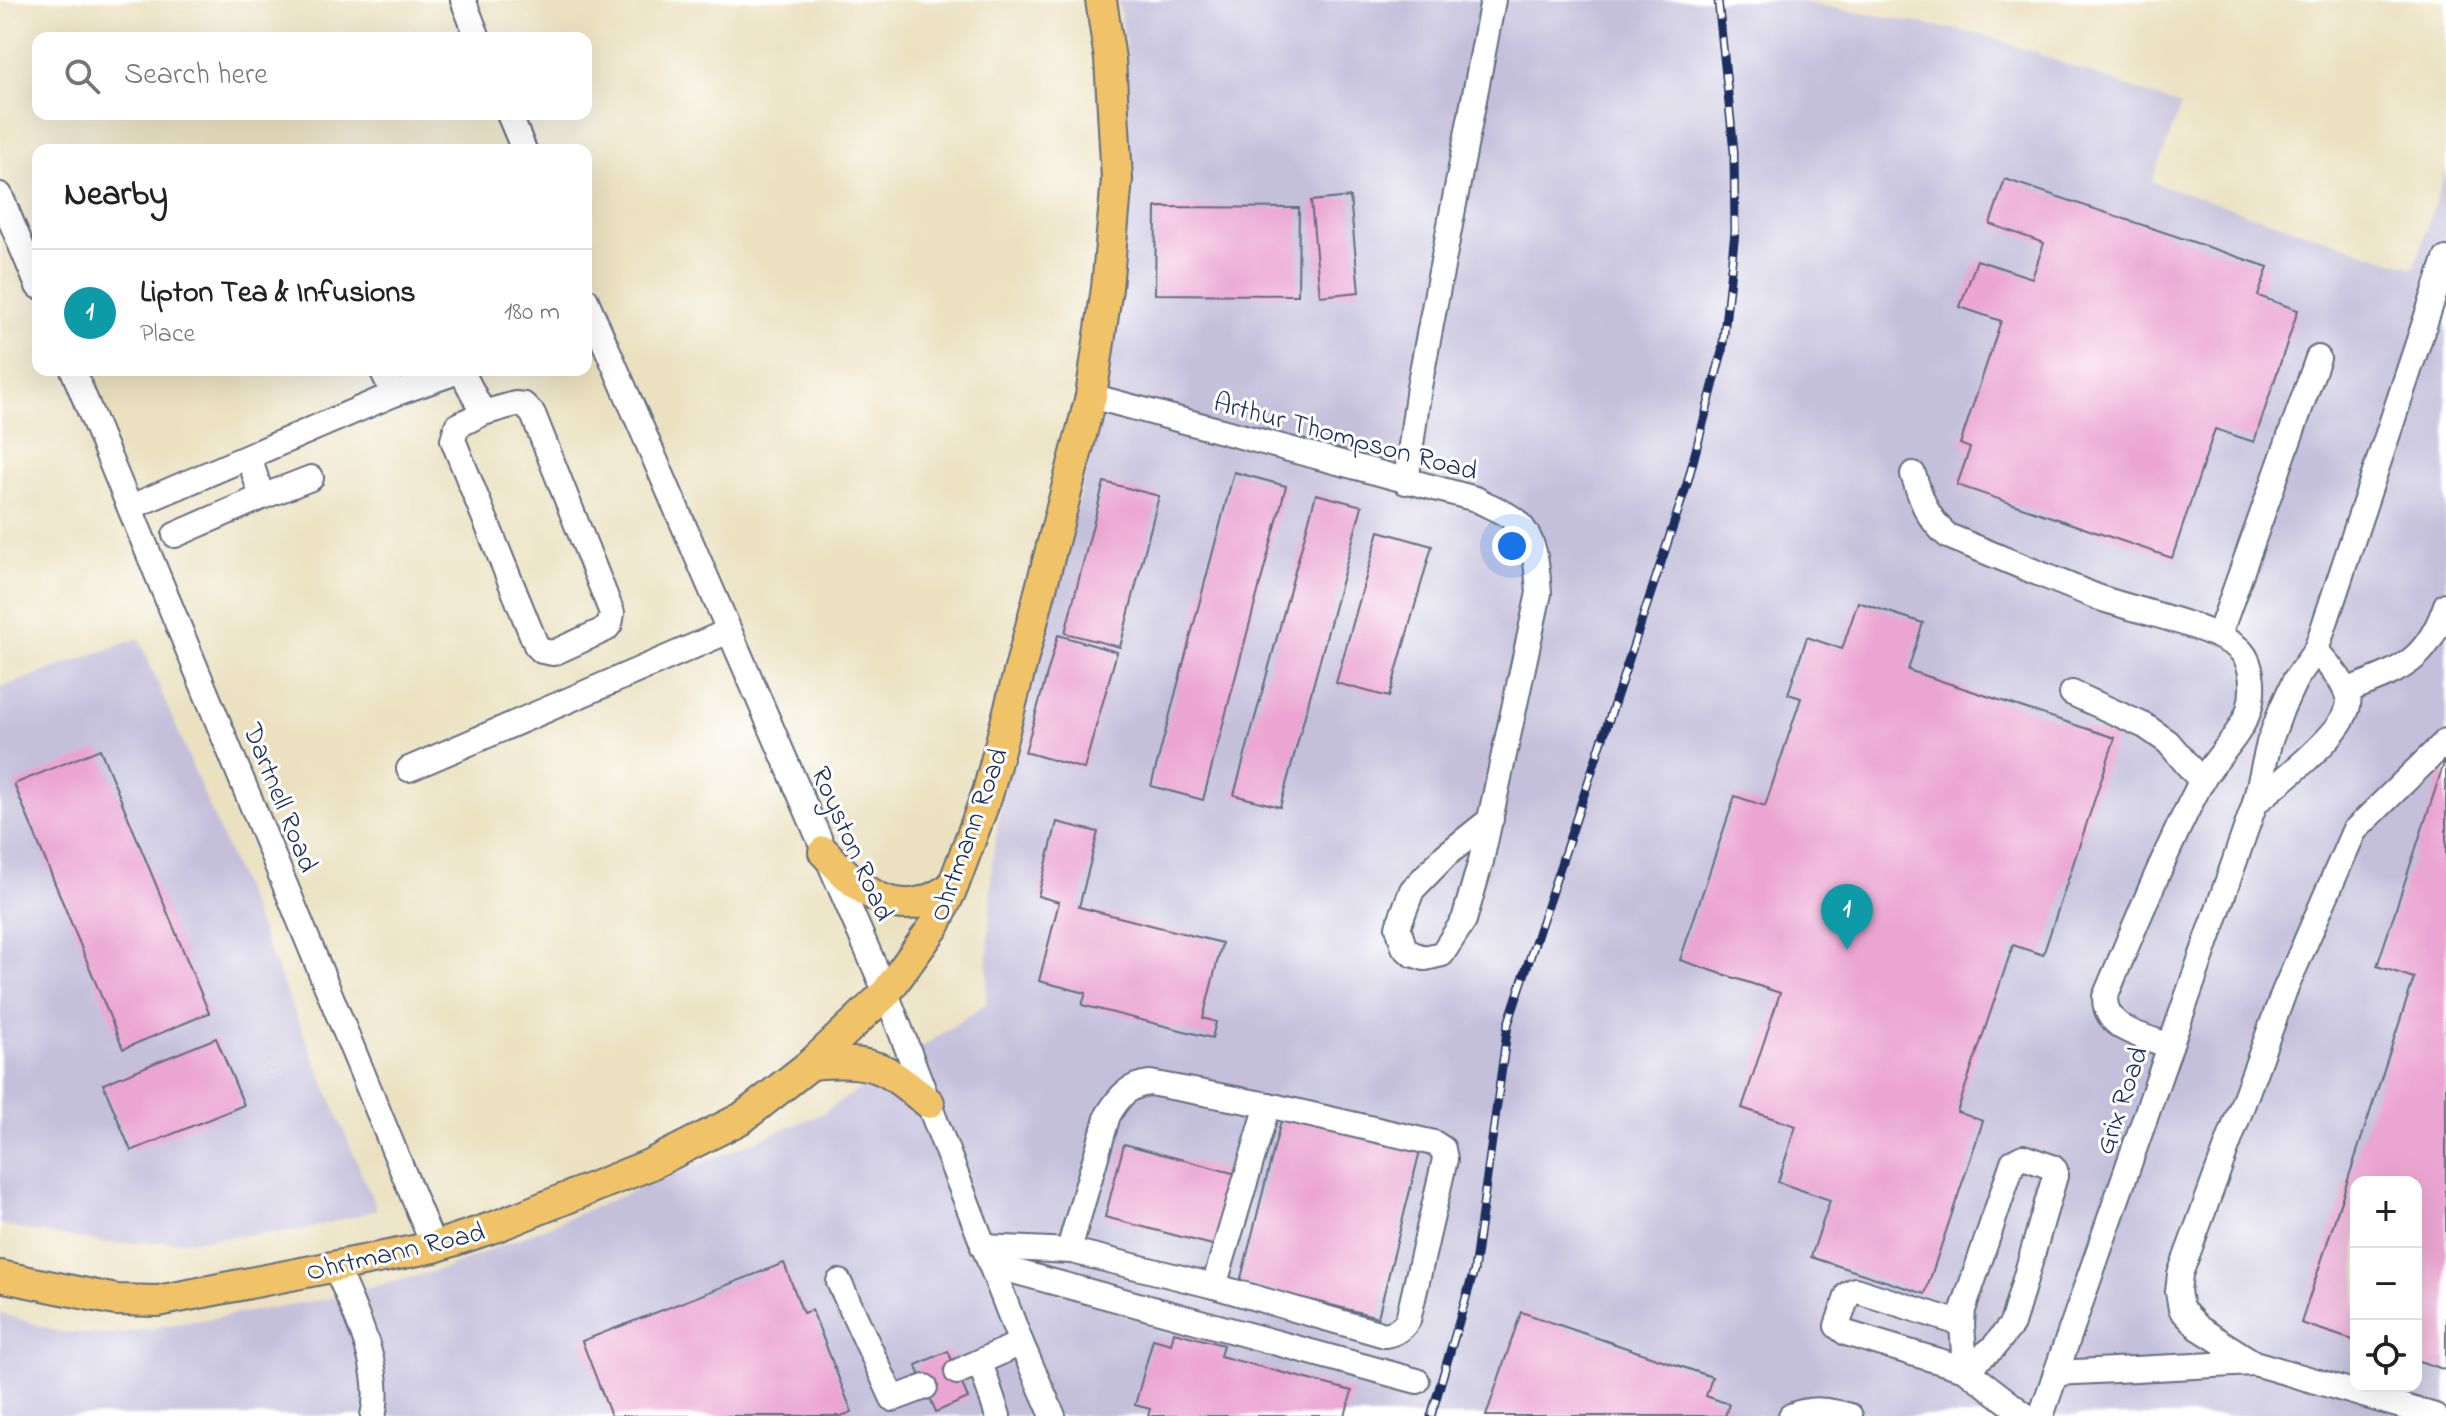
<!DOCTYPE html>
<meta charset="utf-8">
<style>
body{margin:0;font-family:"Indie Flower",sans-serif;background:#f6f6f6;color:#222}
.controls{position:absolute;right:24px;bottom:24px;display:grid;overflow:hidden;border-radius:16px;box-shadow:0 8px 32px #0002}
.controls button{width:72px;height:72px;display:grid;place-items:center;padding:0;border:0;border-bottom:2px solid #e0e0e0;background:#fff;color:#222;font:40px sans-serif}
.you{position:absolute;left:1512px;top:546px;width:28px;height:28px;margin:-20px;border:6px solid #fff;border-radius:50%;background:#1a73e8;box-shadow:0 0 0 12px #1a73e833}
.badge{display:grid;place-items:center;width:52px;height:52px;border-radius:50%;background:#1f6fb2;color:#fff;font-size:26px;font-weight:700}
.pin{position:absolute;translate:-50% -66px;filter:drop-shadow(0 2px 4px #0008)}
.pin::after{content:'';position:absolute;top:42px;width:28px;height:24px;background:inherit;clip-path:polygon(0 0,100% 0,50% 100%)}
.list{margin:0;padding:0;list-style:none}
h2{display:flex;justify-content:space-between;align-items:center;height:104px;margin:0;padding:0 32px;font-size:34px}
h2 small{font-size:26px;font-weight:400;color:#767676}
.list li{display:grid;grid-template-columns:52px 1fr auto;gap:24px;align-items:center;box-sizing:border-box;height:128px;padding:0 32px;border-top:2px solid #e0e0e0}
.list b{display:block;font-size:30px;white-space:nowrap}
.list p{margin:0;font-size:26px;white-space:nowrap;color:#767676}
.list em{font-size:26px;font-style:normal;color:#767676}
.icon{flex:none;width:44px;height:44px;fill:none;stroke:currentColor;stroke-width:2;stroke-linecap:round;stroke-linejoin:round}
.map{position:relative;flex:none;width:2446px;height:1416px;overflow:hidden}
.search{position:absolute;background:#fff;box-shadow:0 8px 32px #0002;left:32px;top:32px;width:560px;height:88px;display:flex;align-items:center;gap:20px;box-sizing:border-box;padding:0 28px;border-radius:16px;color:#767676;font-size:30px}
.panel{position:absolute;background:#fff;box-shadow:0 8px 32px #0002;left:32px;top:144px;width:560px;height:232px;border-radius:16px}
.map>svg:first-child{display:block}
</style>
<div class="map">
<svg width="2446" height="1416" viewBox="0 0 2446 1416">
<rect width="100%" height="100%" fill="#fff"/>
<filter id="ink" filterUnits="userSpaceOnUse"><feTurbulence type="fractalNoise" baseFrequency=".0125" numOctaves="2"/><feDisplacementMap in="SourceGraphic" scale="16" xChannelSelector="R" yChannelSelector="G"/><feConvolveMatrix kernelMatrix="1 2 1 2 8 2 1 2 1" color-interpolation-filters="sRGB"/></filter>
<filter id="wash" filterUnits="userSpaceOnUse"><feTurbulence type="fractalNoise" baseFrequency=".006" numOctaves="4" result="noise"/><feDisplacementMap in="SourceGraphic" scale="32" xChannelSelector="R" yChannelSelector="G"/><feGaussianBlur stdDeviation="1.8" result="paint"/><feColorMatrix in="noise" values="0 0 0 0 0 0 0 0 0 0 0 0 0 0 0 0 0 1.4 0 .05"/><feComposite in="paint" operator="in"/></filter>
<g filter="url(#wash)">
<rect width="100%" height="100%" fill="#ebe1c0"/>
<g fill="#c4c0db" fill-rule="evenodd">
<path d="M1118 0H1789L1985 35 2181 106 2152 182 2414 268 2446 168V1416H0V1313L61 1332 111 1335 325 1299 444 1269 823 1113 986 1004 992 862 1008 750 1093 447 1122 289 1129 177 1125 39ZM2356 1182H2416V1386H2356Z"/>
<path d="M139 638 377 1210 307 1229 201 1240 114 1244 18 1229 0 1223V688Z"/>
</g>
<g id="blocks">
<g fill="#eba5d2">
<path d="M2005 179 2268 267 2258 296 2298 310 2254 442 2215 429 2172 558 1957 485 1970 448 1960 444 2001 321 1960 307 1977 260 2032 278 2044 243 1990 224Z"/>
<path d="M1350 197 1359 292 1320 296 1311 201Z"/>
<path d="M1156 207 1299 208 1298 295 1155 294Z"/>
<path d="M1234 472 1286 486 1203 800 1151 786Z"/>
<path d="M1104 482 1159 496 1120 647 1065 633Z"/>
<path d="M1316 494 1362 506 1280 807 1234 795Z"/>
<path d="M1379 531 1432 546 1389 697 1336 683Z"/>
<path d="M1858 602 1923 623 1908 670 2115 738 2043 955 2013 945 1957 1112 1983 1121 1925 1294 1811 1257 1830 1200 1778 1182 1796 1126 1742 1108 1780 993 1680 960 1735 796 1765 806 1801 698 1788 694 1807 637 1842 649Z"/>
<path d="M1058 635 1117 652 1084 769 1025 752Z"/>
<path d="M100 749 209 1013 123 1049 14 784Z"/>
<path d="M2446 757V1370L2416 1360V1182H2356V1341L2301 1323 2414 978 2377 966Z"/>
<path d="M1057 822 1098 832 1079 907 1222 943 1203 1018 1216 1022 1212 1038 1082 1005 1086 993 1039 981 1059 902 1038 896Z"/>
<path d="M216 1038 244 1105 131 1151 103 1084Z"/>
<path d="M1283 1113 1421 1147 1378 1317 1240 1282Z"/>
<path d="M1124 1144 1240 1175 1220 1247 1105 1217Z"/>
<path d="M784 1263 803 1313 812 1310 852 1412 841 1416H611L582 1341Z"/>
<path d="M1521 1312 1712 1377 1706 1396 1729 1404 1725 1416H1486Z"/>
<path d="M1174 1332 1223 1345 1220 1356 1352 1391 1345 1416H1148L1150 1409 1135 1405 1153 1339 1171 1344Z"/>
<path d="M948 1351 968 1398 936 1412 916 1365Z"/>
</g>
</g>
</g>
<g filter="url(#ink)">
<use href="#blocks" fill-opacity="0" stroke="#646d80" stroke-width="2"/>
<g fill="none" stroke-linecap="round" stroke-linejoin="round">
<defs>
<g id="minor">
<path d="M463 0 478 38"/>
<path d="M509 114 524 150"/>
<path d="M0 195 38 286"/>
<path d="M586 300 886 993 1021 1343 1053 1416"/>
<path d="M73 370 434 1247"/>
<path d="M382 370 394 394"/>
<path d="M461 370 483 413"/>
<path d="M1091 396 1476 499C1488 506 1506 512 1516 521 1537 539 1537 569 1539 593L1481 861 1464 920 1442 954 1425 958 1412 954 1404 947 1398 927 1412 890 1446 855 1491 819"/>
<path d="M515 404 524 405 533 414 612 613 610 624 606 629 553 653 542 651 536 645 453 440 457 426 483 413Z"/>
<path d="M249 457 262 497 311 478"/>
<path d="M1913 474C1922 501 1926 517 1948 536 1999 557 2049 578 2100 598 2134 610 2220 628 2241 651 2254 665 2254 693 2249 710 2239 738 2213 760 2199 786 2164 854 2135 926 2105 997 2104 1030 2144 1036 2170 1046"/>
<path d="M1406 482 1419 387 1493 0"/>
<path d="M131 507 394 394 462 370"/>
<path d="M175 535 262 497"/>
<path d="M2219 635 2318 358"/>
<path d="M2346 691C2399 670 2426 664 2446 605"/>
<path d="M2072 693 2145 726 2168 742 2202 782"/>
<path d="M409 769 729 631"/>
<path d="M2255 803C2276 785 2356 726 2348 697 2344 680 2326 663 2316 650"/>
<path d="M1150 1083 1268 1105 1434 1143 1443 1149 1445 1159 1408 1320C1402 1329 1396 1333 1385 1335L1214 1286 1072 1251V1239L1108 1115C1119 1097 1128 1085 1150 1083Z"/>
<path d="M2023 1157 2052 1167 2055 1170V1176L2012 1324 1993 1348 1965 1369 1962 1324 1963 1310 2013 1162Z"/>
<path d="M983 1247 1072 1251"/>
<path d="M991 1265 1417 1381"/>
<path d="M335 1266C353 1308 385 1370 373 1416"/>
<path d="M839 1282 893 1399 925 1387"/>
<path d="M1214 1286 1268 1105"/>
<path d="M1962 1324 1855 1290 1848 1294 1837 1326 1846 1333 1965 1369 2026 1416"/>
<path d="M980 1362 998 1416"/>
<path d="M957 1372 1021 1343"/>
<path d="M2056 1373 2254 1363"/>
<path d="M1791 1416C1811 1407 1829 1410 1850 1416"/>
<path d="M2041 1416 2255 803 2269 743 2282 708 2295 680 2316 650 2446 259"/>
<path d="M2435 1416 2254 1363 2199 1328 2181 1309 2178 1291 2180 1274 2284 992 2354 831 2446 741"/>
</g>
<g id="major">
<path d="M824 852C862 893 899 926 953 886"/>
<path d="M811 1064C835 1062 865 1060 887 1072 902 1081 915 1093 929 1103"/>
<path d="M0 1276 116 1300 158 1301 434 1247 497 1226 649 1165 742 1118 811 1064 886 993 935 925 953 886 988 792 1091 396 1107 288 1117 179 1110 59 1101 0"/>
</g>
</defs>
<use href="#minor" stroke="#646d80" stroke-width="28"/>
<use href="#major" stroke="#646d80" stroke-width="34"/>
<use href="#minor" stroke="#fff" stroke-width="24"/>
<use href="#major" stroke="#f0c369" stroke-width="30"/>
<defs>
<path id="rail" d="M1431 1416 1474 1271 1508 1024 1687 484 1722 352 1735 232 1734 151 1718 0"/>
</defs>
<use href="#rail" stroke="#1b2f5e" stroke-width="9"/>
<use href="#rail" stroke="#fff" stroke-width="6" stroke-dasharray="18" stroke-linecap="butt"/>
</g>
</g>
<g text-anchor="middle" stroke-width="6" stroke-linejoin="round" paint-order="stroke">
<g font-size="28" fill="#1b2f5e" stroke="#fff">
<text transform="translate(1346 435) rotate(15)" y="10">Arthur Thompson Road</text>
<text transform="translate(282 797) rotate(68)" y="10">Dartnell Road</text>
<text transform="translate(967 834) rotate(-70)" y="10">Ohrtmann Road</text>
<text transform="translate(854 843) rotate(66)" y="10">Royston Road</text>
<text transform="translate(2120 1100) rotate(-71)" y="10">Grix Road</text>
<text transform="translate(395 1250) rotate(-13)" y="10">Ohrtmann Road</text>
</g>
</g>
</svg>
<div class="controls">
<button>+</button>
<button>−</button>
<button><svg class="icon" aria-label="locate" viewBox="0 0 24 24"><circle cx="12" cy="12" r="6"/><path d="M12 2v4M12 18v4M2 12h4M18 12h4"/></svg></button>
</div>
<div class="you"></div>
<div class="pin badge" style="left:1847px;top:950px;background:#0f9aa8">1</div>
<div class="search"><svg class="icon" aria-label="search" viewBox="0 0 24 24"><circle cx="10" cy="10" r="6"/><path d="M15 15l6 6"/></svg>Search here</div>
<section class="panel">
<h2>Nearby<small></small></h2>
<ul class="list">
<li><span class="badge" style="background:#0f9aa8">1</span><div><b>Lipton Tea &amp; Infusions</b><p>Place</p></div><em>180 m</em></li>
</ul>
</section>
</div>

▸ How to complete this task: Using the records above, restate word for word the lines from the one with "531 1432 546" through the one with "635 1117 652", both included.

▸ Exercise solution:
<path d="M1379 531 1432 546 1389 697 1336 683Z"/>
<path d="M1858 602 1923 623 1908 670 2115 738 2043 955 2013 945 1957 1112 1983 1121 1925 1294 1811 1257 1830 1200 1778 1182 1796 1126 1742 1108 1780 993 1680 960 1735 796 1765 806 1801 698 1788 694 1807 637 1842 649Z"/>
<path d="M1058 635 1117 652 1084 769 1025 752Z"/>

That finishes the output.